- Brief
Go through the listing that follows and report the number of lines with the string "buttons" in them, nothing more.

- Data records
┌──

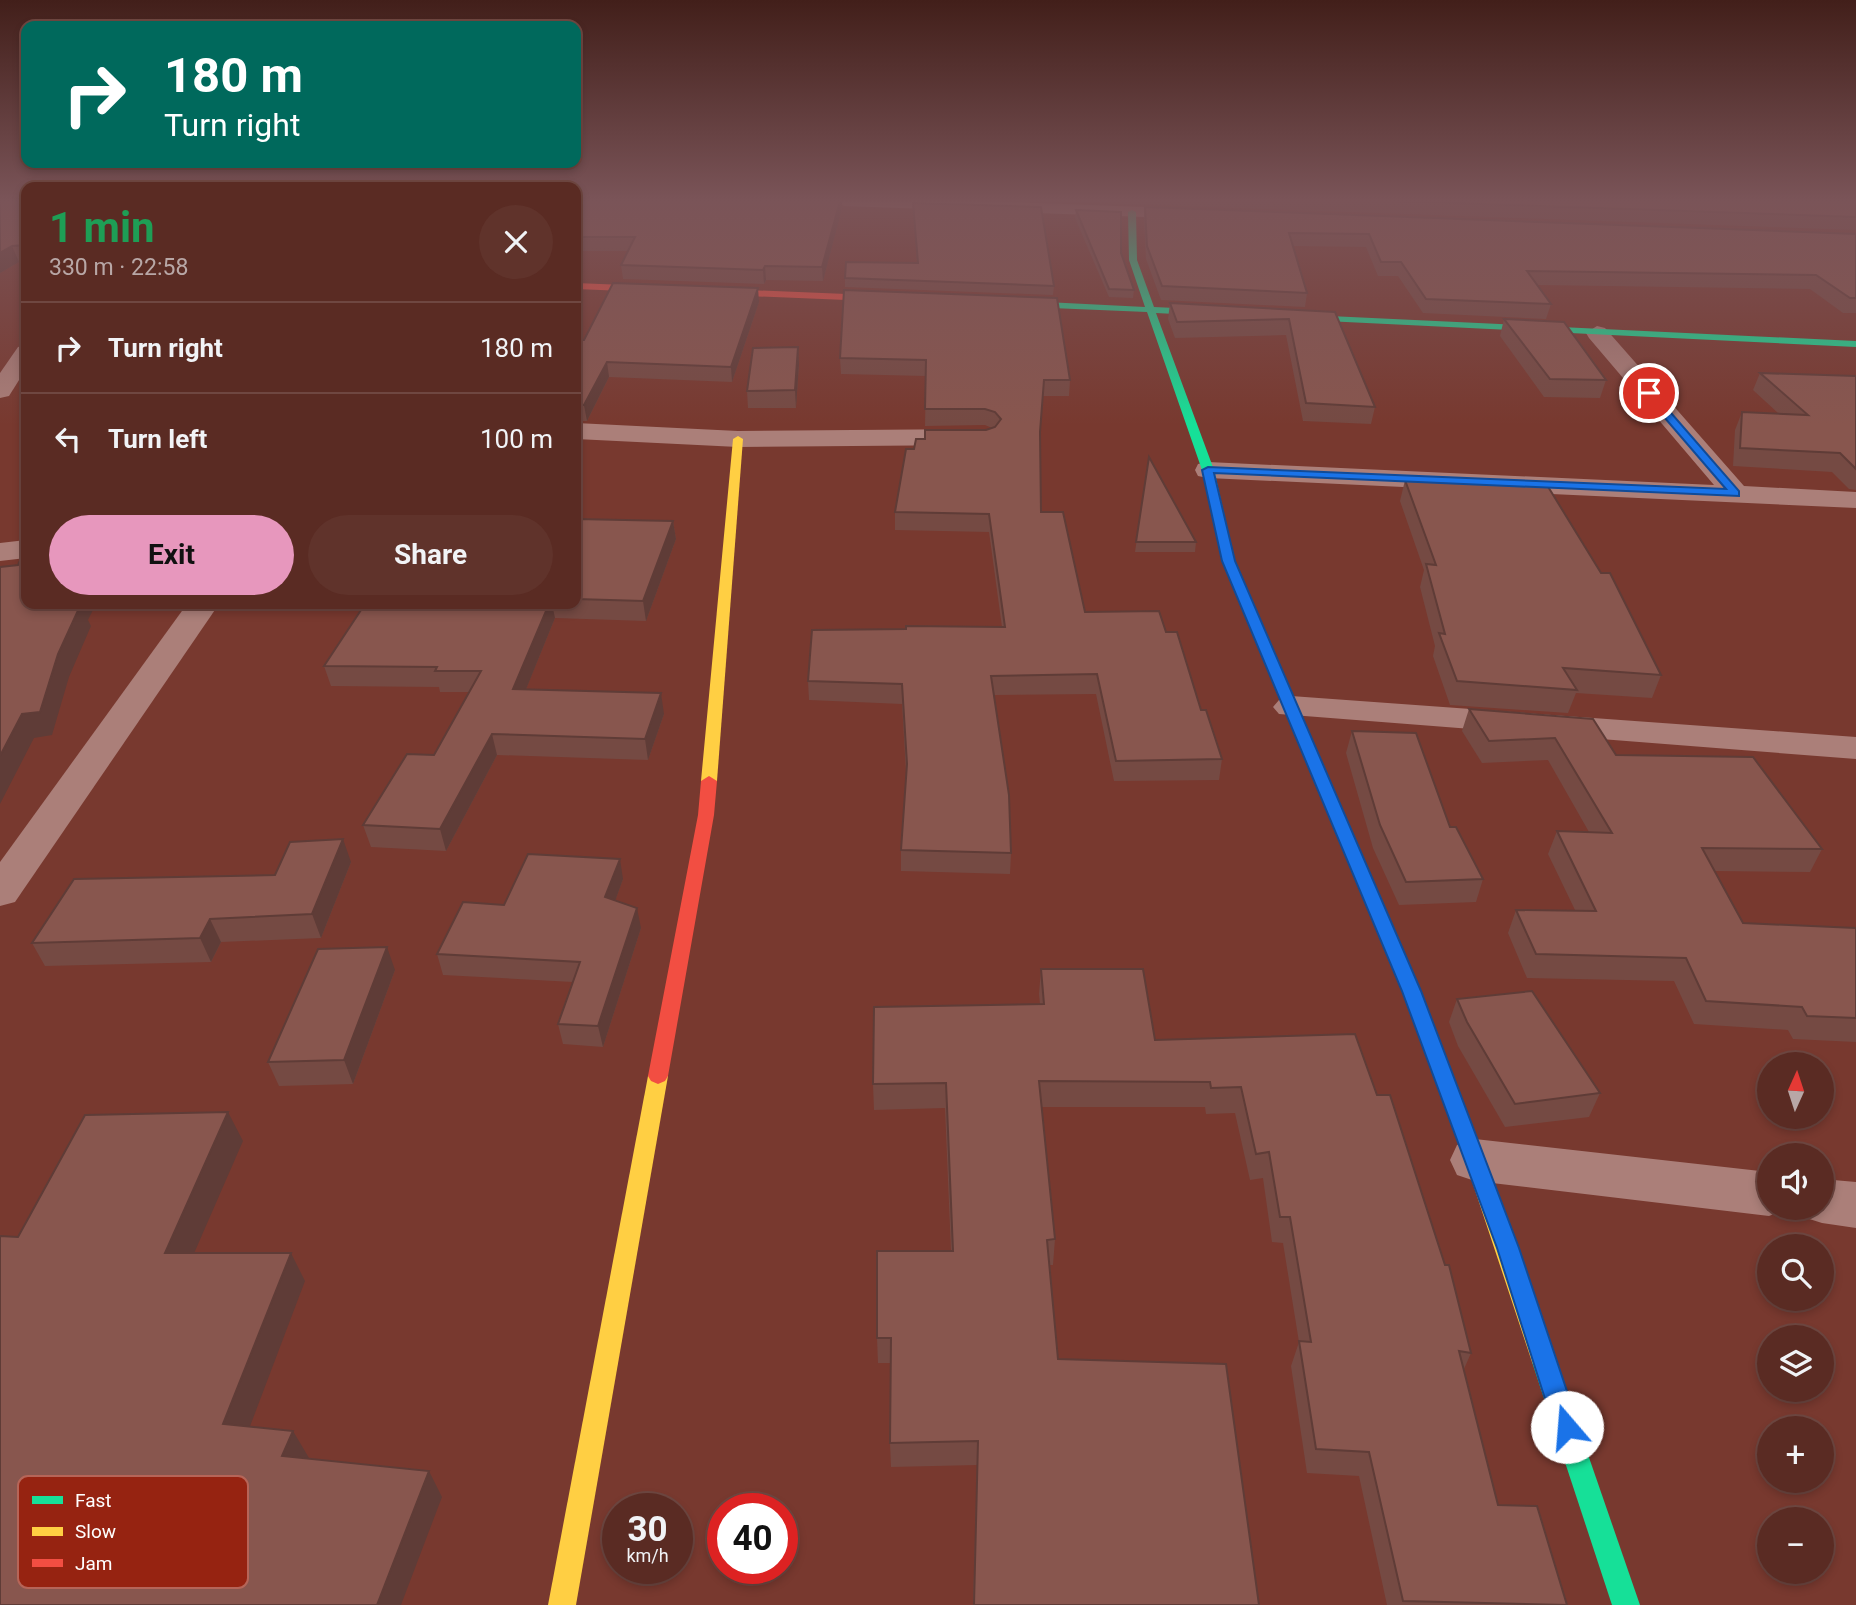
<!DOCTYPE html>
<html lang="en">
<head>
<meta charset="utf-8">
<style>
	:root { --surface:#5a2b23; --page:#60332b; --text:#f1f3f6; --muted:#b8a7a6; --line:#6f4741; --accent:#e797bd }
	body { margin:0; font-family:Roboto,sans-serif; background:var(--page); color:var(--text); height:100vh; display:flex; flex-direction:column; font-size:26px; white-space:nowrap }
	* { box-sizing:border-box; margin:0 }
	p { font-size:23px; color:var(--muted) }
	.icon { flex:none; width:38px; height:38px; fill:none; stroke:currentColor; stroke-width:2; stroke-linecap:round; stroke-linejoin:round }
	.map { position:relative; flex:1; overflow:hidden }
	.side { position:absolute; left:21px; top:182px; width:560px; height:427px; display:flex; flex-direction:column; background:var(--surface); border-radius:14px; box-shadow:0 4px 10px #0003,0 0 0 2px var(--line) }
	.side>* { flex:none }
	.banner { position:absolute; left:21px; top:21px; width:560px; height:147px; border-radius:14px; box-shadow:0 4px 10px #0003,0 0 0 2px var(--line); background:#00695c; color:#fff; overflow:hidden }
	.needle { width:46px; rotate:3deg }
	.buttons { position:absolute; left:1757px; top:1052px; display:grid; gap:14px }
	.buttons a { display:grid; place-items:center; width:77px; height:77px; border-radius:50%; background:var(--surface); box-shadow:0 4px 10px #0003,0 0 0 2px var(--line); font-size:35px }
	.speed { position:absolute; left:602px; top:1493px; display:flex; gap:14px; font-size:35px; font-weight:700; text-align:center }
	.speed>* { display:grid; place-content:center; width:91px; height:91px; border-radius:50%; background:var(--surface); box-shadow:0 4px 10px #0003,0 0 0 2px var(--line); line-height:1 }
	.speed small { font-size:18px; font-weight:400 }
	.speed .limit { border:10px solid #d22; background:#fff; color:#111 }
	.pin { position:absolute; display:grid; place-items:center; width:60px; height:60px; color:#fff; margin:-30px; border:4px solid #fff; border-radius:50%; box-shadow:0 2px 7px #0007 }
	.me { position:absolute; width:77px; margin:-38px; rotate:342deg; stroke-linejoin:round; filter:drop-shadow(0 0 5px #0008) }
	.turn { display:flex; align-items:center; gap:24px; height:147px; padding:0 28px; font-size:32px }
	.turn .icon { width:91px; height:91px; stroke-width:2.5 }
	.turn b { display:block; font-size:49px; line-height:60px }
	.round { display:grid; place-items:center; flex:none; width:74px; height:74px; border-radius:37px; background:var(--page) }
	.summary { display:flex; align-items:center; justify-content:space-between; height:119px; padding:0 28px }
	h1 { font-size:42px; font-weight:700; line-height:52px; color:#1e9e55 }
	.primary-button { display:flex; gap:14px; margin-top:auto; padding:14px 28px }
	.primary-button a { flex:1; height:80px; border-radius:42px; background:var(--accent); color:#111; font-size:28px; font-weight:700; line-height:80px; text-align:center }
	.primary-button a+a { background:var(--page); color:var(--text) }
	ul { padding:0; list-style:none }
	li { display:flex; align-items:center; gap:21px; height:91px; padding:0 28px; border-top:2px solid var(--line) }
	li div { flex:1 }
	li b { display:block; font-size:26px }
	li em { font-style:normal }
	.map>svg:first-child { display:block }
</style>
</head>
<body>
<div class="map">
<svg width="1856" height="1605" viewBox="0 0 1856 1605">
	<rect width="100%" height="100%" fill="#78392f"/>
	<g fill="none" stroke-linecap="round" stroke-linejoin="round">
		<g fill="#ab7f79" fill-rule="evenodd">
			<path d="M835 201H979L1199 209 1208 214 1199 219 844 206Z"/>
			<path d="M1597 326 1605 328 1744 486 1856 492V508L1208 478 1198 476 1195 470 1198 464 1208 462 1714 485 1589 338 1586 333Z"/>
			<path d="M26 345V369L9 396 0 398V373L18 347Z"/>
			<path d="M576 423 738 431 976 429 985 432 989 437 985 442 976 445 738 447 576 439Z"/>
			<path d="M26 540V558L0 561V543Z"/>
			<path d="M187 604H219L15 902 0 906V862Z"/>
			<path d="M1291 696 1856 737V759L1279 714 1273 707 1279 700Z"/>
			<path d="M1475 1139 1769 1172V1208H1789L1769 1216 1475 1181 1457 1175 1450 1160 1457 1145Z"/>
			<path d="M1822 1179 1856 1182V1228L1822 1223 1803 1217 1799 1208H1822Z"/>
		</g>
		<g fill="#16e098" fill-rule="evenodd">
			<path d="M1132 210 1136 212 1137 260 1154 307 1175 308 1179 311 1175 314 1156 313 1214 470 1235 561 1247 588 1245 591H1237L1223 561 1202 470 1147 312 1005 306 1001 303 1005 300 1145 307 1129 260 1128 212Z"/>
			<path d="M1287 314 1856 341V347L1284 319V315Z"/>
			<path d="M1544 1351 1552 1354 1556 1362 1640 1605H1612L1532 1362 1536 1354Z"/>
		</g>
		<g fill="#ffcf43" fill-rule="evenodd">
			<path d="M738 436 743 439 717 781 709 786 701 781 733 439Z"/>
			<path d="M1411 984 1418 986 1420 991 1485 1160 1556 1362 1552 1370 1544 1373 1536 1370 1532 1362 1465 1160 1402 991 1404 986Z"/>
			<path d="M658 1068 665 1071 668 1076 576 1605H548L648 1076 651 1071Z"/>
		</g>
		<g fill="#f24e42" fill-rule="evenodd">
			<path d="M576 283 895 296 899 299 895 302 576 289Z"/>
			<path d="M1241 584 1247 588 1420 991 1418 996 1411 998 1404 996 1402 991 1235 588Z"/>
			<path d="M709 776 717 781 714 815 668 1076 665 1081 658 1084 651 1081 648 1076 698 815 701 781Z"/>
		</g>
	</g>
	<g fill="#754a43">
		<path d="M0 201H26V262H19L0 273Z"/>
		<path d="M576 201 842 208 823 281 766 280 764 284 623 279 621 265 628 251H576Z"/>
		<path d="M1068 201H1856V230L1069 202Z"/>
		<path d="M913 203 1054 286 1053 295 845 287V278L917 263Z"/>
		<path d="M1145 207 1856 234V313H1843L1810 289 1537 285 1551 304 1546 319 1423 313 1398 276H1378L1366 247 1293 246 1307 293 1305 307 1161 300 1146 259 1144 220Z"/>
		<path d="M1076 210 1121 253 1134 290 1133 298 1109 297 1075 218Z"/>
		<path d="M844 290 1070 380 1069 396H1043L1040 437 1041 512 1085 612 1166 632 1201 710 1222 759 1219 780 1114 781 1096 694 994 695 1011 853 1010 874 901 871V850L906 772 902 704 809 700 808 681 1002 627 989 532 895 530V512L914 449 925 439 986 430 992 428 985 425 925 426 926 376 841 374 840 358Z"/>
		<path d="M759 302 732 382 609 377 587 421H576V340H584Z"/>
		<path d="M1170 303 1335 312 1375 407 1371 424 1303 421 1286 335 1175 338 1168 319Z"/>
		<path d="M1504 319 1606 380 1600 398 1544 397 1500 336Z"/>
		<path d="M798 347 799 364 796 408H748L747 391Z"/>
		<path d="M1760 373 1856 376V490L1849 489 1832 472 1733 466 1735 430 1742 412 1778 413 1753 390Z"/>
		<path d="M1149 457 1196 542 1195 552H1135Z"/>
		<path d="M1405 480 1661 675 1652 698 1576 693 1568 713 1450 705 1433 656 1435 646 1420 587 1424 570 1400 501Z"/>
		<path d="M576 519 673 521 676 539 646 621 555 618 526 689 664 714 648 760 497 755 446 851 371 847 363 825 434 755 470 692H440L439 687 331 686 324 666 363 607 340 608 338 604H576Z"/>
		<path d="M1469 709 1616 755 1822 849 1810 872 1714 871 1743 923 1856 928V1042L1793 1039 1788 1030 1694 1024 1674 981 1527 978 1508 933 1516 910H1575L1548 854 1557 831 1589 832 1548 760 1482 763 1462 731Z"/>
		<path d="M1352 731 1450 827 1483 879 1476 902 1399 905 1373 848 1346 753Z"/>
		<path d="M351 862 321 938 221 942 211 962 45 966 32 943 275 875Z"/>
		<path d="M623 879 615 901 641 928 603 1047 563 1044 558 1024 573 982 443 975 437 954 504 905Z"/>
		<path d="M1041 969 1155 1040 1355 1034 1471 1353 1464 1369 1498 1505 1567 1605H1387L1359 1476 1307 1473 1291 1366 1299 1342 1283 1243 1272 1242 1263 1178 1250 1180 1235 1113 1206 1114 1205 1107H1042L1055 1239 1053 1265H1050L1058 1359 1259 1605H973L977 1465 891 1467 890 1443 891 1363H878L877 1338 951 1251 945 1108 874 1110 873 1084 1040 1004 1039 994Z"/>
		<path d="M395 970 353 1084 279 1086 268 1062Z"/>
		<path d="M1457 999 1600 1093 1589 1117 1505 1127 1458 1046 1449 1022Z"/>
	</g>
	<g fill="#5f3c37">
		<path d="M840 201H842V208L823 281 822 267Z"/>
		<path d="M12 246 19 262 0 273V253Z"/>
		<path d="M765 266 766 280 764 284 763 270Z"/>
		<path d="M758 288 759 302 732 382 731 367Z"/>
		<path d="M798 347 799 364 796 408 795 390Z"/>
		<path d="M607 362 609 377 587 421 584 405Z"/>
		<path d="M673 521 676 539 646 621 643 601Z"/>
		<path d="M75 604H96L88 620 91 626 69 677 52 735 34 738 0 804V756Z"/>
		<path d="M549 604H552L555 618 518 709 513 689Z"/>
		<path d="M661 693 664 714 648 760 645 739Z"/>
		<path d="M492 734 497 755 446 851 440 829Z"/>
		<path d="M343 839 351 862 321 938 312 914Z"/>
		<path d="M620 859 623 879 609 918 605 897Z"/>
		<path d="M637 908 641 928 603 1047 598 1026Z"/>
		<path d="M210 919 221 942 211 962 200 938Z"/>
		<path d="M387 947 395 970 353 1084 344 1060Z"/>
		<path d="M228 1112 243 1141 182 1281 165 1253Z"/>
		<path d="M291 1253 305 1281 241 1450 223 1424Z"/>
		<path d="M293 1431 309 1458 298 1483 282 1456Z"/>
		<path d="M429 1471 442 1497 401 1605H377Z"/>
	</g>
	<g fill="#88564e" stroke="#5f3c37" stroke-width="2">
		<path d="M0 201H26V245L12 246 0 253Z"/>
		<path d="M576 201H840L822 267 765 266 763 270 621 265 635 237H576Z"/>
		<path d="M1394 201H1856V217Z"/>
		<path d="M913 203 1041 207 1054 286 845 278 846 262 918 263Z"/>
		<path d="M1145 207 1856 234V298H1850L1816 275 1527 271 1551 304 1426 299 1401 262H1381L1369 234 1289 233 1307 293 1162 286 1147 246Z"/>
		<path d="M1076 210 1121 212V253L1134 290 1109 289Z"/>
		<path d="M613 283 758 288 731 367 607 362 584 405H576V340H584Z"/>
		<path d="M844 290 1057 298 1070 380H1044L1040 432 1041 512H1063L1085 612 1159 611 1166 632H1177L1201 710H1206L1222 759 1116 761 1097 674 991 676 1009 795 1011 853 901 850 907 764 902 684 808 681 812 630 906 629V626L1005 627 989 514 895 512 906 449H914L916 439H925V430H986L995 427 1001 419 995 412 985 409H925L926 360 840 358Z"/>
		<path d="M1170 303 1335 312 1375 407 1306 403 1289 319 1177 322Z"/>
		<path d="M1504 319 1564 322 1606 380 1550 379Z"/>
		<path d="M798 347 795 390 747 391 753 348Z"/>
		<path d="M1760 373 1856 376V469L1840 453 1740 448 1742 412 1808 415Z"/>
		<path d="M1149 457 1196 542H1136Z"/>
		<path d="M1405 480 1547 485 1601 573H1610L1661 675 1563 668 1577 690 1457 681 1439 633 1445 634 1426 564 1436 565Z"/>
		<path d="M576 519 673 521 643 601 576 599Z"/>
		<path d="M26 548V604H81L58 654 40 712 22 714 0 756V567L18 565Z"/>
		<path d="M365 604H549L513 689 661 693 645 739 492 734 440 829 363 825 407 754 434 755 481 671H435L437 667 324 666Z"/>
		<path d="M1469 709 1593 719 1616 755 1753 757 1822 849 1702 848 1743 923 1856 928V1018L1807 1016 1802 1007 1706 1001 1686 958 1536 954 1516 910 1596 911 1557 831 1612 833 1555 738 1489 741Z"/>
		<path d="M1352 731 1416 733 1450 827H1456L1483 879 1406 882 1380 825Z"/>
		<path d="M343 839 312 914 210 919 200 938 32 943 74 879 275 875 290 842Z"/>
		<path d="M528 854 620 859 605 897 637 908 598 1026 558 1024 580 962 437 954 463 902 504 905Z"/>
		<path d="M387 947 344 1060 268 1062 318 949Z"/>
		<path d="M1041 969H1143L1155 1040 1355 1034 1377 1095H1390L1445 1265H1449L1471 1353 1459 1351 1498 1505 1537 1506 1567 1605 1403 1601 1369 1452 1316 1449 1299 1341 1311 1342 1290 1217H1280L1269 1152 1256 1154 1241 1087 1211 1088 1210 1082 1039 1081 1055 1239 1047 1240 1058 1359 1226 1364 1259 1605H974L978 1441 890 1443 891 1338H877V1251H953L946 1083 873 1084 874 1007 1044 1004Z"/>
		<path d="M1532 991 1600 1093 1515 1104 1467 1022 1457 999Z"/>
		<path d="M228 1112 165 1253H291L223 1424 293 1431 282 1456 429 1471 377 1605H0V1236L18 1237 85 1115Z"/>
	</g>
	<linearGradient id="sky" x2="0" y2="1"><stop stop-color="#421f1a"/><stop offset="0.47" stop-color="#7a5458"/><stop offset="1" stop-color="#7a5458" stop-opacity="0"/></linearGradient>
	<rect width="1856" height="425" fill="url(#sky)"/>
	<path fill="#1a73e8" stroke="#114b97" stroke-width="2" d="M1645 391H1652L1739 491V496L1214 473 1235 561 1421 991 1519 1248 1579 1427 1576 1435 1567 1439 1558 1435 1554 1427 1497 1248 1402 991 1222 561 1202 470 1208 467 1726 489 1645 395Z"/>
	<rect x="18" y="1476" width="230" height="112" rx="10" fill="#962311" stroke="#b66558" stroke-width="2"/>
	<rect x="32" y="1496" width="31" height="8" fill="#16e098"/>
	<rect x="32" y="1527" width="31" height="9" fill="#ffcf43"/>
	<rect x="32" y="1559" width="31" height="8" fill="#f24e42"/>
	<g font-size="19" fill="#fff">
		<text x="75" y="1507">Fast</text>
		<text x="75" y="1538">Slow</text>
		<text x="75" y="1570">Jam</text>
	</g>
</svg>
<div class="buttons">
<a><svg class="needle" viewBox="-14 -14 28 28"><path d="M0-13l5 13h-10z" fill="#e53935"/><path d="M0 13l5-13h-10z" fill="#b8a7a6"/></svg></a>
<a><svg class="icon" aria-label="sound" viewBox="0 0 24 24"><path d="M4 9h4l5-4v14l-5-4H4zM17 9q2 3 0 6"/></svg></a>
<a><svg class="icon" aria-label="search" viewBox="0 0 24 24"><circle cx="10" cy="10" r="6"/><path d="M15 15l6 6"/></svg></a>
<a><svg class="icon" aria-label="layers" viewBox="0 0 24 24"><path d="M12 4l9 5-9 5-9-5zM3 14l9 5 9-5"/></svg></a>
<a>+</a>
<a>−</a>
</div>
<div class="speed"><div>30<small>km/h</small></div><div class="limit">40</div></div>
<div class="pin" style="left:1649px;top:393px;background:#d93025"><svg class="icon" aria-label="arrive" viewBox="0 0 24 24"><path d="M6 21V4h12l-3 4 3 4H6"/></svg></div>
<svg class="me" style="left:1567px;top:1427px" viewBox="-20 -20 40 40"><circle r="19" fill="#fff"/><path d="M0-13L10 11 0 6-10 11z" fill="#1a73e8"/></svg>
<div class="banner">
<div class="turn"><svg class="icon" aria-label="right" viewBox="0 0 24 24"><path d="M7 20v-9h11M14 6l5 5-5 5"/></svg><div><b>180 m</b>Turn right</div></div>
</div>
<section class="side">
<div class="summary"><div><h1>1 min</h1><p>330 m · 22:58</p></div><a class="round"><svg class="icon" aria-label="close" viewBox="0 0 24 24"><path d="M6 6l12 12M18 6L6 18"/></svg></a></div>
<ul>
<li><svg class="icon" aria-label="right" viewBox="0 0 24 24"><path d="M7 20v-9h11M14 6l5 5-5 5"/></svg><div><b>Turn right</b></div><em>180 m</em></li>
<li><svg class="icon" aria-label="left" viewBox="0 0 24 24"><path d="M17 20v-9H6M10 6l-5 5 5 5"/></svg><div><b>Turn left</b></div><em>100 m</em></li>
</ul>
<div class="primary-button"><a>Exit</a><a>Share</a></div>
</section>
</div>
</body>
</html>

└──

- Written answer
3